The lilies in the Evolution Garden have flowered already. Lilium ‘Pan’ is one of the Asiatic North ‘Greek Gods’ series which, like the ‘North Ladies’ series, was developed by Christopher North and his wife Marie. Please see one of my earlier blogs, from August 2020, for more information on this. ‘Pan’ looks similar to ‘Karen North’ but is paler.
Also new to the garden, and to me, are the unusual pineapple lilies (Eucomis sp.) that are in flower beside the glasshouses. I am much taken with these lilies, which belong to the Asparagaceae family.
The calla lilies (Zantedeschia sp.) that are now on show in the glasshouse belong to the Araceae (lords-and-ladies) family and are related to our native arum lilies. One of the species, Zantedeschia aethiopica, is hardy and grows outside. It has occasionally naturalised in the south of Britain. The flowers are held on a rod-like spadix and surrounded by the petal-like spathe. Since they come from South Africa, most calla lilies are tender.

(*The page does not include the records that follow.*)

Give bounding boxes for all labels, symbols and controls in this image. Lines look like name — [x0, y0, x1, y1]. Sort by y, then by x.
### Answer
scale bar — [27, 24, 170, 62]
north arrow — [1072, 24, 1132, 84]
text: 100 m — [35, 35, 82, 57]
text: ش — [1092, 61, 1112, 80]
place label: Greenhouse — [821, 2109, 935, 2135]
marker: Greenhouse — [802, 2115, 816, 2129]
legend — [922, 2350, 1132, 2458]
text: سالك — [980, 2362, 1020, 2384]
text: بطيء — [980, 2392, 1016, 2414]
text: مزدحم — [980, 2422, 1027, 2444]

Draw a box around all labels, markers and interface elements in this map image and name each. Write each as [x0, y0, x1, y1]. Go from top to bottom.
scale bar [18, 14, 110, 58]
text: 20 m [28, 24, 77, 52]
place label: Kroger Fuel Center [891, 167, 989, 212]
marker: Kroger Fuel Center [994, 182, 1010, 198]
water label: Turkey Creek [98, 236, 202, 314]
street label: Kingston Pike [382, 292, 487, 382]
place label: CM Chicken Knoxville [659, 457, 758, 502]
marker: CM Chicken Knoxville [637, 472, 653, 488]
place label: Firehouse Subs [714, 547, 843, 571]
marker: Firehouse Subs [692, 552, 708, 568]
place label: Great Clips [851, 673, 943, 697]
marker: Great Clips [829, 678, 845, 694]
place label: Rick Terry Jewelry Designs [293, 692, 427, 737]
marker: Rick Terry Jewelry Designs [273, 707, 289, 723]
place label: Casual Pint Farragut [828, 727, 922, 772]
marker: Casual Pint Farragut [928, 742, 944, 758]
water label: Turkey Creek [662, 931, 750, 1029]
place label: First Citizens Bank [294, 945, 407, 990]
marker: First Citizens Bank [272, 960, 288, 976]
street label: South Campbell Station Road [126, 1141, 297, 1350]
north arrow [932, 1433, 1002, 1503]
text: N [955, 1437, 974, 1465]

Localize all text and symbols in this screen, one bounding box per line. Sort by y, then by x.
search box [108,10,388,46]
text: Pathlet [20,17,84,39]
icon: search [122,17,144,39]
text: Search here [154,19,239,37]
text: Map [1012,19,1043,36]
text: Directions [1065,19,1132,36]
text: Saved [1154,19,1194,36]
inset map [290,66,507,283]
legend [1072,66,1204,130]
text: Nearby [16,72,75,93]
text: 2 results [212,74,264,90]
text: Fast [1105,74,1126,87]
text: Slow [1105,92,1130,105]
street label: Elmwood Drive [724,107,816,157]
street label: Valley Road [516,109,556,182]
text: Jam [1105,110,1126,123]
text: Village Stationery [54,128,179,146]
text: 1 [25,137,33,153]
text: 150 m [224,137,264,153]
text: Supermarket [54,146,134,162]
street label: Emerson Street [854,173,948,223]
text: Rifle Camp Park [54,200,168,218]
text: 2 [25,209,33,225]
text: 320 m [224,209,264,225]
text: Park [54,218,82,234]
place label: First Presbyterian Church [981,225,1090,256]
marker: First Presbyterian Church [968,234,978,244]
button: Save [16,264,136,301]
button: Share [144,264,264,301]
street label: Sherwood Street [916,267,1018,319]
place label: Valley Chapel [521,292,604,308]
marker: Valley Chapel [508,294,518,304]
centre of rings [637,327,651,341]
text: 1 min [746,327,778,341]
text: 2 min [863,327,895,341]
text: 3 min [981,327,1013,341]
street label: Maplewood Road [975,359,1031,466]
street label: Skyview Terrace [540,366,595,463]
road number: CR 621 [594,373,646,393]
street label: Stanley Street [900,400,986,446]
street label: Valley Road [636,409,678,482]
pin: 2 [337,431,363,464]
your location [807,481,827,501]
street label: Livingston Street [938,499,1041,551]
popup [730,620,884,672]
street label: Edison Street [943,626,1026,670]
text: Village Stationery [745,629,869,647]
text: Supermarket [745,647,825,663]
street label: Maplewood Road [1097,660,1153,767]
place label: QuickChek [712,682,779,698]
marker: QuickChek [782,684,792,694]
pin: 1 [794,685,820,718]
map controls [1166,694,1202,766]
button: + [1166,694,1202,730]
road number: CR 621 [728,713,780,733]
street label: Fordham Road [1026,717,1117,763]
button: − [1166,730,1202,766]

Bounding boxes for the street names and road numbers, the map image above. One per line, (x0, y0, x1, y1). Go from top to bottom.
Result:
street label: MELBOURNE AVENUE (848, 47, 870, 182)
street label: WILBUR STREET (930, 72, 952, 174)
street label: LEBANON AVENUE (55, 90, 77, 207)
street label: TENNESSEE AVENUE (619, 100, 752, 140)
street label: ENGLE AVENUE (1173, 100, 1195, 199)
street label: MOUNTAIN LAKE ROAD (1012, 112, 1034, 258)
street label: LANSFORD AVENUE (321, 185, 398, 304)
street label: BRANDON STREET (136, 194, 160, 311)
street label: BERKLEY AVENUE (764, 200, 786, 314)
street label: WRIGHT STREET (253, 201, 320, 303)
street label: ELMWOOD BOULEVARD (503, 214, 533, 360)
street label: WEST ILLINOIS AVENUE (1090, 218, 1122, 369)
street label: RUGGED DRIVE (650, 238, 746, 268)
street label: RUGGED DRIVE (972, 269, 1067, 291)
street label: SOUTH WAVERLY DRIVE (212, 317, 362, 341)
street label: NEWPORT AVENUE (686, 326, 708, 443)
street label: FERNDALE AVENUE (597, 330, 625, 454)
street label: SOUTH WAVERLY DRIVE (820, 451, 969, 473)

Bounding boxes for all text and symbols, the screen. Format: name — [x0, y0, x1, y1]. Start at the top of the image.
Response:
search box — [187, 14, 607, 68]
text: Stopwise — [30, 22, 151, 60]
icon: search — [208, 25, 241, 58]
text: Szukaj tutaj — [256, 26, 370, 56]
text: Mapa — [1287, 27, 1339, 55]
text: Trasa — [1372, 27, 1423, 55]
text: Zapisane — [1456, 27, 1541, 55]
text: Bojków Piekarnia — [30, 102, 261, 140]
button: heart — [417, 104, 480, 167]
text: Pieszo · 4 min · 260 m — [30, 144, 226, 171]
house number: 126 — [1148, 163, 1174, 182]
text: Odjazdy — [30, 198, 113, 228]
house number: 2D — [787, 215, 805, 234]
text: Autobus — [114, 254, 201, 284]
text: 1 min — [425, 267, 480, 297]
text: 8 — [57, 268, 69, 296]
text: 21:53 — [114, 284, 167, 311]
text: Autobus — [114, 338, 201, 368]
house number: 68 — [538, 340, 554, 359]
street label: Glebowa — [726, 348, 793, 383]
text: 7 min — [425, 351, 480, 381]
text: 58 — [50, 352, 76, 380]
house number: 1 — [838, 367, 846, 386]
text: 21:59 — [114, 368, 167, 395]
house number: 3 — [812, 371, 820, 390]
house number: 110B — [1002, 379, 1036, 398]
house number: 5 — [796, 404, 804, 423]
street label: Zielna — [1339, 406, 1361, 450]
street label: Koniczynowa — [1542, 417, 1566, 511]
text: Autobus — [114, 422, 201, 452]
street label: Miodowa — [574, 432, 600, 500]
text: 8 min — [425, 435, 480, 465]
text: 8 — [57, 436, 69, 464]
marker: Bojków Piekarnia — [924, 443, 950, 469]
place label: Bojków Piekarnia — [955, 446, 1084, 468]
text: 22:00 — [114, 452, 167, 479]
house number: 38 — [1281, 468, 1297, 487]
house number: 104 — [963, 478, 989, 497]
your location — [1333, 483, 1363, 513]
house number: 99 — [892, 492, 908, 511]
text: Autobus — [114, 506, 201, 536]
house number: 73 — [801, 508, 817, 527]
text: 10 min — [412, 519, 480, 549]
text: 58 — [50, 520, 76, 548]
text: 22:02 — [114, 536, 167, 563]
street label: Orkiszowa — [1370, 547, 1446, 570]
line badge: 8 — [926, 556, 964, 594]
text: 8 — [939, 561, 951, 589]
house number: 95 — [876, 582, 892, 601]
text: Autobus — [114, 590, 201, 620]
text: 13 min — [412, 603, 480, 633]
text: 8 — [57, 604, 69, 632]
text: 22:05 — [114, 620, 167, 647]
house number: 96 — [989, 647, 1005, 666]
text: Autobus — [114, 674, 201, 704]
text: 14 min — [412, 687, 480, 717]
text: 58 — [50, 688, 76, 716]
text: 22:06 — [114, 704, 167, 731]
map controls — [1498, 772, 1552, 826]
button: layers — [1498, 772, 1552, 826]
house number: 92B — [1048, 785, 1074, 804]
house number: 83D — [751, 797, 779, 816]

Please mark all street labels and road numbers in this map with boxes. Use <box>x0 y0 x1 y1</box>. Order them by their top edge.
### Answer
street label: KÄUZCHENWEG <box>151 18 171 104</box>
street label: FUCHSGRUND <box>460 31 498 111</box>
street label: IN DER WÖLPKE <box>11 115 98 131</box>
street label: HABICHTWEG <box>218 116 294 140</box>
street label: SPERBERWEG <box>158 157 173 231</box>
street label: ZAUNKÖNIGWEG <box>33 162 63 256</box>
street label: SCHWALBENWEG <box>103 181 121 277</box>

The Arisaema sp. growing in the South Border, now covered in red berries, is of the same arum family. The skunk cabbage is another arum, as is the Amorphophallus genus – we have the devil’s tongue (Amorphophallus rivieri) from western Yunnan growing in the glasshouse. The famous Amorphophallus titanum can grow to a height of about 3 metres and is known as the corpse flower because of its colour and smell of rotting flesh, which attracts flies and carrion beetles for pollination. There was one blooming in the Royal Botanic Garden Edinburgh glasshouse a couple of years ago, although it was not quite ripe when I saw it and it had not developed its foul smell. The flowering, which is unpredictable, is usually an item of news because of its size and stench. This plant is a curiosity at botanic gardens across the world, where scientists and horticulturalists are finding out about its place in the world. Its native habitat is in the rainforests of western Sumatra on steep mountain sides. Due to excessive logging in the area, it is considered Vulnerable on the IUCN list. It will be a great shame if it becomes another of those plants that loses its natural place and is only known in botanic gardens.
Updates
- The much-needed rain came in torrents ... and created drainage problems, both outside and inside the walled garden. Davy has been busy with various diggers and tractors trying to sort the blockage by the garden gate. Inside, the gardeners have been repairing the washed-away paths, a regular occupation. Gravel has washed into the dipping pool, signalling a need for a small barrier to divert the flow away from the pool.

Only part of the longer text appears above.